R - Je crois que le monde change profondément de nature le 11 septembre. Ce qui nous saisit tous, et ce qui peut permettre, effectivement, de prédire ou de marquer une inquiétude très profonde, c'est le risque de désordre, de vertige. Ce qui fait problème aujourd'hui, c'est le vide de la puissance.
Q - Etes-vous en guerre ?
R - Je ne crois pas que l'on puisse dire cela. Qui dit guerre, implique un ennemi connu, un ennemi visible.
Q - Les réseaux d'Al Qaïda !
R - Bien sûr, des groupes, mais nous sommes tous conscients qu'il y a des menaces très ciblées et très particulières.
Q - Un an après, sommes-nous mieux préparés sur le plan moral, politique, militaire, sanitaire à affronter cette menace ?
R - Oui, beaucoup a été fait en un an. D'abord, dans la mobilisation contre le terrorisme, dans la détermination affichée par les puissances.
Voyez des nations aussi diverses que celles du Proche-Orient, de l'Amérique latine, des pays d'Asie qui s'affirment tous et se reconnaissent tous dans cet objectif de lutte contre le terrorisme, contre le problème de la prolifération, les réseaux mafieux. Il y a là tout un ensemble qui gangrène véritablement le monde. Nous sommes tous convaincus de la nécessité d'agir, tous aussi convaincus de ne pas céder à la tentation, à la facilité des amalgames. Il est très important aujourd'hui de marquer cette ouverture à la diversité de l'autre, sans quoi, nous sommes alors amenés à considérer, derrière chaque musulman, derrière chaque pays qui se reconnaît dans l'Islam, un adepte de Ben Laden.
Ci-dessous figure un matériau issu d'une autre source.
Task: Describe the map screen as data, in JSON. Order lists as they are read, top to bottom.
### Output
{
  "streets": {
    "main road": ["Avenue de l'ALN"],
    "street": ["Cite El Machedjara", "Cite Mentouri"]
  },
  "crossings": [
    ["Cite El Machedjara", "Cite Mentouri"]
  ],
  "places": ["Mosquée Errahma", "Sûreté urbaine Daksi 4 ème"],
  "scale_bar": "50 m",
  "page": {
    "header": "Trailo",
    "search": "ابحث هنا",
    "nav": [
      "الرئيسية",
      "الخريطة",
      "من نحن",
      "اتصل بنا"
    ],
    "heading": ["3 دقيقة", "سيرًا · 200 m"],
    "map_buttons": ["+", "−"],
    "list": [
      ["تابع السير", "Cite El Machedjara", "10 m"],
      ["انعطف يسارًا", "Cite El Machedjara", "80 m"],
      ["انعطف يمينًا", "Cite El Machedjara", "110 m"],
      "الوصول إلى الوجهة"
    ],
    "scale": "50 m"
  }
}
C'est une faute qu'il ne faut pas commettre.
Q - Comprendre et combattre ?
R - Comprendre, agir et construire. Nous avons la responsabilité de construire un nouvel ordre international et c'est là où l'enjeu européen et l'enjeu culturel prennent toute leur signification.
J'étais hier en Afghanistan et je serai dans quelques jours dans les Balkans. Quelle en est la signification, quelques jours avant le 11 septembre ?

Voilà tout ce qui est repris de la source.